» **EXERCISE DATA**:
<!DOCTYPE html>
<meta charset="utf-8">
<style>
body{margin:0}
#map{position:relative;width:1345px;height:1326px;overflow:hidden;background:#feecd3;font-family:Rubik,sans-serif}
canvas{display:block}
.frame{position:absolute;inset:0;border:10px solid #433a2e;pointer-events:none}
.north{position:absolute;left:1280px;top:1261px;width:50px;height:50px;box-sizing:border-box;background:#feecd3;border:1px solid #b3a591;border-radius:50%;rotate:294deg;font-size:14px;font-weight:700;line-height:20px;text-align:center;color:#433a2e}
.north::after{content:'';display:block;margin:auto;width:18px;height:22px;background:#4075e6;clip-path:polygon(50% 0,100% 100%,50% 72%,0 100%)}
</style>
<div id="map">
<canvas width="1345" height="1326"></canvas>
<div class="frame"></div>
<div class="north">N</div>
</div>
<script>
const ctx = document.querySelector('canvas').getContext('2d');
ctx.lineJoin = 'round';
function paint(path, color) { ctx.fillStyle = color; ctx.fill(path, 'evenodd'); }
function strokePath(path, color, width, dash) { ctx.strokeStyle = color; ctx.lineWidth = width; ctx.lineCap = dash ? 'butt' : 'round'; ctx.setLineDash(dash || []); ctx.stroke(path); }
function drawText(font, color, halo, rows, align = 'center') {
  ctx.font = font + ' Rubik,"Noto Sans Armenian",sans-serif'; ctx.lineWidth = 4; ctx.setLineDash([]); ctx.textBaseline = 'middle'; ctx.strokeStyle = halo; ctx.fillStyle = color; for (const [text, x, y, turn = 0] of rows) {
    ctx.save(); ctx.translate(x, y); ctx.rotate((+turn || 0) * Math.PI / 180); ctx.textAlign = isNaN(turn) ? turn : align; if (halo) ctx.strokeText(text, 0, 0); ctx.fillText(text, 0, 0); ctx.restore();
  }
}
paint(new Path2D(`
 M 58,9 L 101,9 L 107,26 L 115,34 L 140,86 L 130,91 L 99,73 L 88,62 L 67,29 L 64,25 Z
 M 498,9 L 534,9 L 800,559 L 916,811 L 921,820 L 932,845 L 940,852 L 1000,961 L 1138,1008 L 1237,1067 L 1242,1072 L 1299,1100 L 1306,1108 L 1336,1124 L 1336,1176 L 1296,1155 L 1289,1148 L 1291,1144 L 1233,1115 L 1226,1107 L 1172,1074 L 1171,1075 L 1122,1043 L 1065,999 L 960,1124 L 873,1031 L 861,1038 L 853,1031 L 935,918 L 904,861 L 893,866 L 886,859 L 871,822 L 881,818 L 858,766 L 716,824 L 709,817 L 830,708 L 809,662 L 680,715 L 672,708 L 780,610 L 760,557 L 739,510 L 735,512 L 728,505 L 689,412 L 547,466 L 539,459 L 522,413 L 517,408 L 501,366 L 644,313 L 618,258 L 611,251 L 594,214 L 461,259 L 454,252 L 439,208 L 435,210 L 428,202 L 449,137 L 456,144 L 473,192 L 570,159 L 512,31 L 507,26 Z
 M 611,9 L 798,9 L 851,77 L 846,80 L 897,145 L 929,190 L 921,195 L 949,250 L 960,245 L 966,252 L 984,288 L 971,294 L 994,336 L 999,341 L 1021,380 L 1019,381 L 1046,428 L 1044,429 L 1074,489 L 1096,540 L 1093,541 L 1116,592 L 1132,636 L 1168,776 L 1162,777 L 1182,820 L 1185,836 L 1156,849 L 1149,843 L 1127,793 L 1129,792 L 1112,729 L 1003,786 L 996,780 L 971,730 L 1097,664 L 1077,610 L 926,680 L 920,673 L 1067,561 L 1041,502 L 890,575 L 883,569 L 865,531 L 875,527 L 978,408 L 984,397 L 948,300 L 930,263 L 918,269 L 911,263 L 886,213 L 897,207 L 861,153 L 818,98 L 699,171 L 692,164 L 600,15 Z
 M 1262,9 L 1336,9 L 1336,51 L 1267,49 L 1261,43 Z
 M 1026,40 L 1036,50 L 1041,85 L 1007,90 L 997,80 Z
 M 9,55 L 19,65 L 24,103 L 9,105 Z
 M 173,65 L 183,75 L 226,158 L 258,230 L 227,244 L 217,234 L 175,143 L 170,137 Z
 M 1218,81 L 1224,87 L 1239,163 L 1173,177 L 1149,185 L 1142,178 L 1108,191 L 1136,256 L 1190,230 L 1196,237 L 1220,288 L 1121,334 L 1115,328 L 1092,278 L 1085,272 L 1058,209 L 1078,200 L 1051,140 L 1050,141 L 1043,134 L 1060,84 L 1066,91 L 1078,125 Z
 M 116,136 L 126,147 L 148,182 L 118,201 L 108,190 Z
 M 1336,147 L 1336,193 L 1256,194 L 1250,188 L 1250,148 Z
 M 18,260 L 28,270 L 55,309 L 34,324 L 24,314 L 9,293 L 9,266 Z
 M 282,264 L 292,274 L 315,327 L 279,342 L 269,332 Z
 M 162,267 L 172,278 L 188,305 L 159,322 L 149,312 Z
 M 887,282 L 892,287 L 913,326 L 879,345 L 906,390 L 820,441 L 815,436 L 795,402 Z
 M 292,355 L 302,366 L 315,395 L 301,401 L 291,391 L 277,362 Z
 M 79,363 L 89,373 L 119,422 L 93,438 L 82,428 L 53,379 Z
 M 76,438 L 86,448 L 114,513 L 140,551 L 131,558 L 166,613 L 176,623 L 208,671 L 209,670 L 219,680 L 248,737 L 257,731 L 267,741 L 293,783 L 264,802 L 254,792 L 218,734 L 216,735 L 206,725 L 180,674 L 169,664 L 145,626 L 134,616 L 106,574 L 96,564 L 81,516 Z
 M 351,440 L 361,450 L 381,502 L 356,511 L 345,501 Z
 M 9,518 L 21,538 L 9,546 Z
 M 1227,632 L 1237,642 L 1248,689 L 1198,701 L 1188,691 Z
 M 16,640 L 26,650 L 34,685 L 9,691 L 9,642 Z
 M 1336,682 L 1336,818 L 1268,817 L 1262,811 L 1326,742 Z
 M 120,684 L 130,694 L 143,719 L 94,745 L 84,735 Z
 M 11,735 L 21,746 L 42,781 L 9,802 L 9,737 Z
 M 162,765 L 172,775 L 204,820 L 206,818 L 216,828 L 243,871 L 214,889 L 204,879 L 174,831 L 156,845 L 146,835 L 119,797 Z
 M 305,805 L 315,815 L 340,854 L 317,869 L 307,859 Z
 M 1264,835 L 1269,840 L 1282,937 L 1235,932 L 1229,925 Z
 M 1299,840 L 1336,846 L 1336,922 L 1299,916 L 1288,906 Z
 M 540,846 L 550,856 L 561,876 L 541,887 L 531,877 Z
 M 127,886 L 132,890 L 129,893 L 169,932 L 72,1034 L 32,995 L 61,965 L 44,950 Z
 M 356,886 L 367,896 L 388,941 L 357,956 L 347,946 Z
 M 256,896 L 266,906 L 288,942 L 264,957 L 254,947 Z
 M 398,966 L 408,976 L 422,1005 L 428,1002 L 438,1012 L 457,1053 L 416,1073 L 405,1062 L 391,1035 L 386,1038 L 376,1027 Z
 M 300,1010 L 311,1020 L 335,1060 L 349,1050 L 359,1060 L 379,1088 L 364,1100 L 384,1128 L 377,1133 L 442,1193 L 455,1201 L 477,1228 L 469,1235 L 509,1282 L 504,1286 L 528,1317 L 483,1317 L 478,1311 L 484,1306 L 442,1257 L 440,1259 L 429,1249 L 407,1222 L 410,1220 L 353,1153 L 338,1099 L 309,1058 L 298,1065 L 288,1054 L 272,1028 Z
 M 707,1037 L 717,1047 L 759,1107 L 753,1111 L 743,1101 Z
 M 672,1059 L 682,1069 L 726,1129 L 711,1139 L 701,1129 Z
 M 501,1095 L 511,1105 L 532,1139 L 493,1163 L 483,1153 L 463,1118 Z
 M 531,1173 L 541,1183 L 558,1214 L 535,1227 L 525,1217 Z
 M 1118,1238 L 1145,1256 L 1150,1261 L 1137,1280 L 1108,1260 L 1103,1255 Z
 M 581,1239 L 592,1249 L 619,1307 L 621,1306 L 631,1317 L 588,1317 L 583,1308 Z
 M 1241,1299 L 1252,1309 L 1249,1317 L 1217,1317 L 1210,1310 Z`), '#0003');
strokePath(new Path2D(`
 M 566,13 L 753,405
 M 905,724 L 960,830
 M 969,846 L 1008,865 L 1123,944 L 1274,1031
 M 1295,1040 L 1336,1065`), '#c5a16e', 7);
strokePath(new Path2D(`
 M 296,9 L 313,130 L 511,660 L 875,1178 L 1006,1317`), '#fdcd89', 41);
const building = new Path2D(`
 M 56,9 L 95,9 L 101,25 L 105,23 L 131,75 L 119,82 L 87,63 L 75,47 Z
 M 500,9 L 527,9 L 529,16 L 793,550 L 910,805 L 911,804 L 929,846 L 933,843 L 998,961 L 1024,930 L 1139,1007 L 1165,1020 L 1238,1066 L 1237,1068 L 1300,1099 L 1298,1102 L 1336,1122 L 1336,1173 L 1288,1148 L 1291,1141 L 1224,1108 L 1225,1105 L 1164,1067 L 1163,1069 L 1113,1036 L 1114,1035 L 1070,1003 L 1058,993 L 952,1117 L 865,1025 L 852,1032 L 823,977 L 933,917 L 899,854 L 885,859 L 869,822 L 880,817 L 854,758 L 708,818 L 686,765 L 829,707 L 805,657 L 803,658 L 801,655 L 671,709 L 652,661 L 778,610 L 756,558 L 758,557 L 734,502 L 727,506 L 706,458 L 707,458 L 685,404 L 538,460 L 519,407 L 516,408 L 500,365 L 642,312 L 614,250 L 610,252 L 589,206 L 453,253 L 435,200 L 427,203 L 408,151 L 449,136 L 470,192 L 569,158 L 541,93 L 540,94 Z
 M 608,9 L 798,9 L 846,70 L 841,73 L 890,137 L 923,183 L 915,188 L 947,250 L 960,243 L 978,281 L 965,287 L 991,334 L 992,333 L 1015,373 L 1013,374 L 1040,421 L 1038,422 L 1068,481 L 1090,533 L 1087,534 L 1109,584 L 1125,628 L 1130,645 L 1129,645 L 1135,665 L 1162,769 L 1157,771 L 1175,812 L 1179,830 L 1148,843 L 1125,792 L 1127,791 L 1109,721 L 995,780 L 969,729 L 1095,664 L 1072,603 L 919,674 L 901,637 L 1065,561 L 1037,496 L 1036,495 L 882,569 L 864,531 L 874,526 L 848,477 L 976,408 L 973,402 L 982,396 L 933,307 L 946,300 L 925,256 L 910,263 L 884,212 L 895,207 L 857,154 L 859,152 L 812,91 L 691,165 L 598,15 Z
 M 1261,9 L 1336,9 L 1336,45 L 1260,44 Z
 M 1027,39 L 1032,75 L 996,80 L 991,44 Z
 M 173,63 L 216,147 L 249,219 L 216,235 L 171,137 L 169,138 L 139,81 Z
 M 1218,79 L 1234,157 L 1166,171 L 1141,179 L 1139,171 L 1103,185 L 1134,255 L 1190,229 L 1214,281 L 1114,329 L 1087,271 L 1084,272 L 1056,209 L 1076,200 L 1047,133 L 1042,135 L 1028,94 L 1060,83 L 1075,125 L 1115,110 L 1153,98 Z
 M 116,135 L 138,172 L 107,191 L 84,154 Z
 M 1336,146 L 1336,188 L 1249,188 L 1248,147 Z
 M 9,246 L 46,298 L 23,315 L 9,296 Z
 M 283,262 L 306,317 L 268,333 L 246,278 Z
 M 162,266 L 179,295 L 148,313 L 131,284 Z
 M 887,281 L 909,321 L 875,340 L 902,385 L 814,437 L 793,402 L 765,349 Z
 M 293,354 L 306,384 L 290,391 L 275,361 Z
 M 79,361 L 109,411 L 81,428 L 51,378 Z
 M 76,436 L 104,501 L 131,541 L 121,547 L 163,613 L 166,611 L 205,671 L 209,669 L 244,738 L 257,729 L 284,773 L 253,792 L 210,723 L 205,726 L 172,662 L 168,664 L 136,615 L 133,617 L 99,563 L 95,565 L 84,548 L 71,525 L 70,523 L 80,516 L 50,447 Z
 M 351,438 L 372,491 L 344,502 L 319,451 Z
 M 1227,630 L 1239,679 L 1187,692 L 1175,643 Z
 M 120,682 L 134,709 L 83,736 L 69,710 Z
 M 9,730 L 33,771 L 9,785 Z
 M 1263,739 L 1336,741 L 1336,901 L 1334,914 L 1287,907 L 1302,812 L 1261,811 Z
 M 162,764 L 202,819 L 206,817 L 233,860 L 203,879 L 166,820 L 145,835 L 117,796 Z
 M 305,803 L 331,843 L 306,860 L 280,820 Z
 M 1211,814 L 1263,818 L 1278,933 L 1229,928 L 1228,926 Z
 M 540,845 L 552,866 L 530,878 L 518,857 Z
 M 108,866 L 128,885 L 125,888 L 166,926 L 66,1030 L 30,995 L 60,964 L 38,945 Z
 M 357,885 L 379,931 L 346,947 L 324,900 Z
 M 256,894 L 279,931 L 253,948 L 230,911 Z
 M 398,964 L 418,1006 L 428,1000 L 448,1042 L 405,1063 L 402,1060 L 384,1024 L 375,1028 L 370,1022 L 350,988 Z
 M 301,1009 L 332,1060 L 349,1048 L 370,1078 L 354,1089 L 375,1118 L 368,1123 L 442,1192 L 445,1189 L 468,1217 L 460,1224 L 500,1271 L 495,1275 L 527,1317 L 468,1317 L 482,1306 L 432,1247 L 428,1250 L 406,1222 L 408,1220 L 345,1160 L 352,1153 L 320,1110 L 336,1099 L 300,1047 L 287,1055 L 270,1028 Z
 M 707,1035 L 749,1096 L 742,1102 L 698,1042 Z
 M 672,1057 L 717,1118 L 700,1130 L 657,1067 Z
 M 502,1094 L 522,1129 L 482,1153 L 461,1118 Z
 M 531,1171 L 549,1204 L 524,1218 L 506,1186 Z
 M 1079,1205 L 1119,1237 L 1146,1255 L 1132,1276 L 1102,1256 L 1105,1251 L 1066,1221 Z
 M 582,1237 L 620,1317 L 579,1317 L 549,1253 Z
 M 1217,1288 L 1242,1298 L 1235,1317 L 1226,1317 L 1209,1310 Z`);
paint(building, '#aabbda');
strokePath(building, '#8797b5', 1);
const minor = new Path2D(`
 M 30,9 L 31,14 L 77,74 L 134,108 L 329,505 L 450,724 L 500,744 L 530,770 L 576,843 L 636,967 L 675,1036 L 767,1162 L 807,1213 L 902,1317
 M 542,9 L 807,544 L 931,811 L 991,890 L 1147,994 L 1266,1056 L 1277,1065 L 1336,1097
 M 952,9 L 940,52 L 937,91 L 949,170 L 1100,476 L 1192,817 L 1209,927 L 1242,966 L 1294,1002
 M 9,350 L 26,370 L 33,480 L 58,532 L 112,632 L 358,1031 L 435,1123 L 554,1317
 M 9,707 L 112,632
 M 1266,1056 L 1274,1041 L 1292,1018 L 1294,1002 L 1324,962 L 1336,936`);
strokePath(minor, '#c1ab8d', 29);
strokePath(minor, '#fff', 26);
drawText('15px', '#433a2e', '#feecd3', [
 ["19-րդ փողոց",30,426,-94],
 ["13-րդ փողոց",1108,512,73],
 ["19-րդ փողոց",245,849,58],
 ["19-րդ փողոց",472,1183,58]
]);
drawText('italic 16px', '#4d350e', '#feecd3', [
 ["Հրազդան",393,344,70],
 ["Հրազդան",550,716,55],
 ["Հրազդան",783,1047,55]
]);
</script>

» **EXERCISE**: Check every line of the data and give the number of them that hold the string "fillStyle", with no other words.

» **RESPONSE BOX**: 2